Michael Shellenberger (Image: Wikimedia)

There’s nothing more powerful than a conversion narrative. And News Corp has found its latest convert in Michael Shellenberger, an American environmentalist who is apologising for “crying wolf” on climate.

“On behalf of environmentalists everywhere, I would like to formally apologise for the climate scare we created over the past 30 years,” Shellenberger writes in The Australian today.

Much of the piece involves cherrypicking useful factoids denying the link between climate change and last summer’s bushfires despite years of warnings from scientists. He also spends a lot of time trying to prove his progressive bona fides. 

Shellenberger says he isn’t a climate denier, just someone trying to cut through the bubble of hysteria and alarmism. But News Corp’s staunchest denialists seem to love him. He will appear on Sky News with Chris Kenny tonight.

When an article by Shellenberger about his climate conversion was removed from Forbes, it prompted howls of conspiratorial outrage from Andrew Bolt. Miranda Devine also sings his praises. 

Who is Michael Shellenberger?

Shellenberger, 49, isn’t a one-time clean energy crusader who saw the light. He’s got a long history of climate contrarianism and is a staunch advocate for ditching renewables in favour of nuclear energy.

He’s also not a climate scientist. He carefully describes himself as an “environmentalist” or “energy expert” but has no formal scientific qualifications. That hasn’t stopped him producing the kind of wonkish contrarianism that soaks up media attention. 

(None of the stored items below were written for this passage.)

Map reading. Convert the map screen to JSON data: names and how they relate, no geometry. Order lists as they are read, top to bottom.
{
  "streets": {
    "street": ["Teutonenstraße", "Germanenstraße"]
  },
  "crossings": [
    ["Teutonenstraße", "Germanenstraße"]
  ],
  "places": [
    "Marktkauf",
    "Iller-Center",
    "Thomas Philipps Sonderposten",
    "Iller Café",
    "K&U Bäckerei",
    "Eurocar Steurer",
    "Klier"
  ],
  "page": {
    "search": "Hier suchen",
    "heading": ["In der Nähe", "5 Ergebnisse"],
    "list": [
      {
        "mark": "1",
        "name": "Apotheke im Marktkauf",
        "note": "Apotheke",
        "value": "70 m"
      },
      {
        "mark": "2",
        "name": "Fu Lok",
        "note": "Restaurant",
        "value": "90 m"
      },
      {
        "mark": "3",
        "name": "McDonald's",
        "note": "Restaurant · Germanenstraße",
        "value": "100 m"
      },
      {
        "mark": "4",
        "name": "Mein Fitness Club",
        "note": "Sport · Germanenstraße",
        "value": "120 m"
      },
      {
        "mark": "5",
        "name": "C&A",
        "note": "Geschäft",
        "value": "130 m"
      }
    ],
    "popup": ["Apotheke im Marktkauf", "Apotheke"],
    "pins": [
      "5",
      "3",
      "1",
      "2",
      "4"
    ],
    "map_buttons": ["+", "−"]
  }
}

In 2004 he lobbed his first hand grenade at the green movement’s prevailing orthodoxy with his essay The Death of Environmentalism, co-written by Ted Nordhaus. Traditional environmentalists, they argued, were increasingly out-of-touch doomsdayers. The movement needed an injection of energy and pragmatism.

At the time Shellenberger and Nordhaus had recently founded the Breakthrough Institute, described by The New York Times as “a new organisation that advocates putting progressive values to work to solve problems”.

Calling themselves “ecomodernists”, the approach to climate was squarely in the neoliberal mould: market-oriented technocratic solutions to climate challenges that unleashed research power of corporate America. 

In 2016 Shellenberger founded Environmental Progress, a think tank which aimed to “lift humans out of poverty and save the natural environment”. Nobody in Environmental Progress’ leadership appears to have tertiary qualifications in climate science. 

Since then, much of Shellenberger’s work seems to have been committed to promoting nuclear energy while attacking renewables and Greenpeace.

In The Australian he argues the most important way to reduce emissions is to move towards uranium. He also argues “nuclear weapons make us peaceful” and that more poor countries should be allowed to have them.

He says Environmental Progress is not funded by the nuclear industry, but it certainly does a lot of work in its interests. 

With friends like these

Shellenberger claims he is still a committed environmentalist but it’s worth looking closely at who’s listening to him. His last appearance in the Australian media, a glowing write-up by The Australian’s Graham Lloyd, was when he came to spruik nuclear energy at the International Mining and Resources Conference in 2017. 

And aside from the Sky News set, his latest provocative piece has got some interesting attention. One Nation senator and climate denier Malcolm Roberts is a fan. So is the denialist lobby group Friends of Science.

And although in his most recent article he leans heavily on academic plaudits as a sign of support for his “new thinking”, most of those he cites are, like him, not climate scientists: Richard Rhodes is a historian who wrote a book about the atomic bomb; Steve McCormick has led the kind of environmental organisations that seem a little too chummy with the oil and gas industry. 

Shellenberger might at one point have been a genuine environmentalist but his recent associations, attacks on renewable energy, and muddying of the waters show he is a career contrarian.